The smallness of a thing, she says, does not dampen its worth.
"I am treating them like individuals," she said in an interview. "They represent all of the deaths we do manage to disregard. We hear there is a famine in some African country, and we disregard that because it's on the other side of the world. As for the bird, it's dying right there in front of you."
September 11 brought death into the collective face of the nation, says Christine Quigley, author of "Death Dictionary: A History of the Corpse."
"I've noticed people are much more forthcoming with their feelings since September 11," she says. "They are letting people they love know that they love them. And people are postponing things less. Now if people want to make a trip, they make it. There's a lack of procrastination because they know now something may happen in the meantime."
But they are edgy about preparing for their own demise, says the Rev. Andrew Sloane of St. Paul's, K Street, an Episcopal parish in the District. Each November he teaches a series on how to plan one's own funeral service and draw up a will. It's not exactly a hit with parishioners.
"I think we've got 75 instructions on file out of a parish of 660, so 90 percent believe they are immortal," he says jokingly. "Which worries me. But we plug away at it."
Mr. Cable, a professor of thanatology the study of death and dying says Americans' lack of death awareness stems from their mobile nature, which makes it hard for families to visit grave sites of their loved ones.
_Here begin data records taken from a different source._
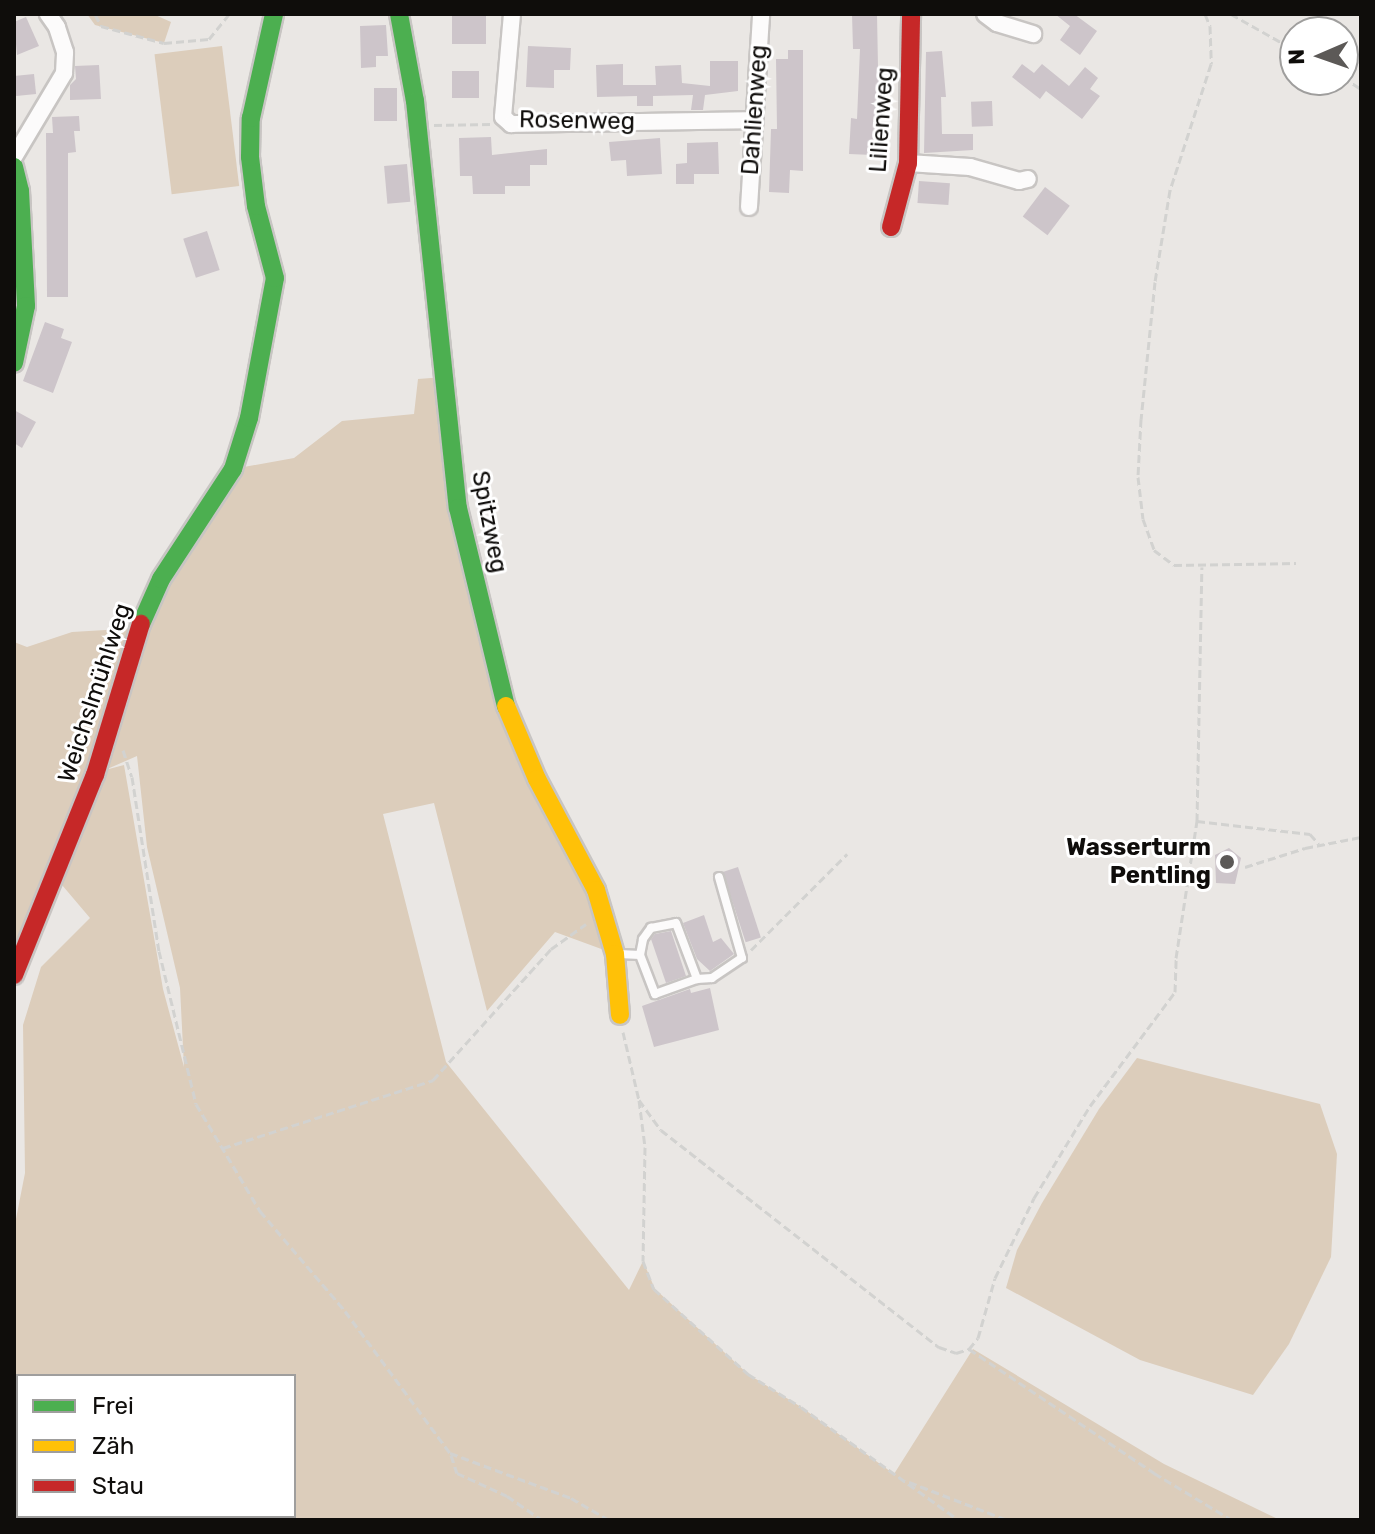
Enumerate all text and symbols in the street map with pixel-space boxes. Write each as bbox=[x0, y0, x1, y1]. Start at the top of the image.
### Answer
north arrow bbox=[1279, 16, 1359, 96]
street label: Dahlienweg bbox=[736, 44, 774, 176]
text: N bbox=[1283, 48, 1310, 65]
street label: Lilienweg bbox=[864, 66, 900, 174]
street label: Rosenweg bbox=[519, 106, 635, 136]
street label: Spitzweg bbox=[465, 469, 513, 575]
street label: Weichslmühlweg bbox=[52, 600, 138, 786]
place label: Wasserturm Pentling bbox=[1066, 834, 1211, 890]
marker: Wasserturm Pentling bbox=[1218, 853, 1236, 871]
legend bbox=[16, 1374, 296, 1518]
text: Frei bbox=[92, 1392, 134, 1420]
text: Zäh bbox=[92, 1432, 134, 1460]
text: Stau bbox=[92, 1472, 144, 1500]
What used to be a Sunday afternoon custom, when families would make weekly visits to relatives' grave sites to tidy them up, has faded into a yearly habit, if that. Plus, the popularity of cremation has made such visits increasingly rare.
Nevertheless, he makes his undergraduate classes visit several cemeteries. "With college students, it's amazing how many of them have never been to a cemetery," he says. "Many people are not exposed to death early in life. But that's because we've promoted death as not real."
"Most countries think Americans deal with death in the strangest way of any culture in the world," says University of Arizona emergency medicine professor Dr. Kenneth V. Iserson. "It's the last great taboo. We fictionalize it to the point where it is not real. For instance, we embalm our dead, draining the corpse with blood and replacing that with chemicals, just to preserve it so you can have an open casket at the funeral.
"Before World War II, people died at home and were born at home. Now these processes have been medicalized. They've become really strange something people are very uncomfortable with."
Dr. Iserson, whose 1994 book, "From Death to Dust, What Happens to Dead Bodies," is now in its second edition, says even health care workers hesitate to use the "D-word."
"The euphemisms we have in medicine for death are unbelievable," he says. "Like, 'Well, we lost him.' Or, 'it's over.' Or 'let's call it,' if a resuscitation effort fails." Even in the movies, dead people are cleaned up. Americans have a very sanitized view of what happens, what I called the roadrunner effect: when the pursuing wolf is squished but pops back up and goes on."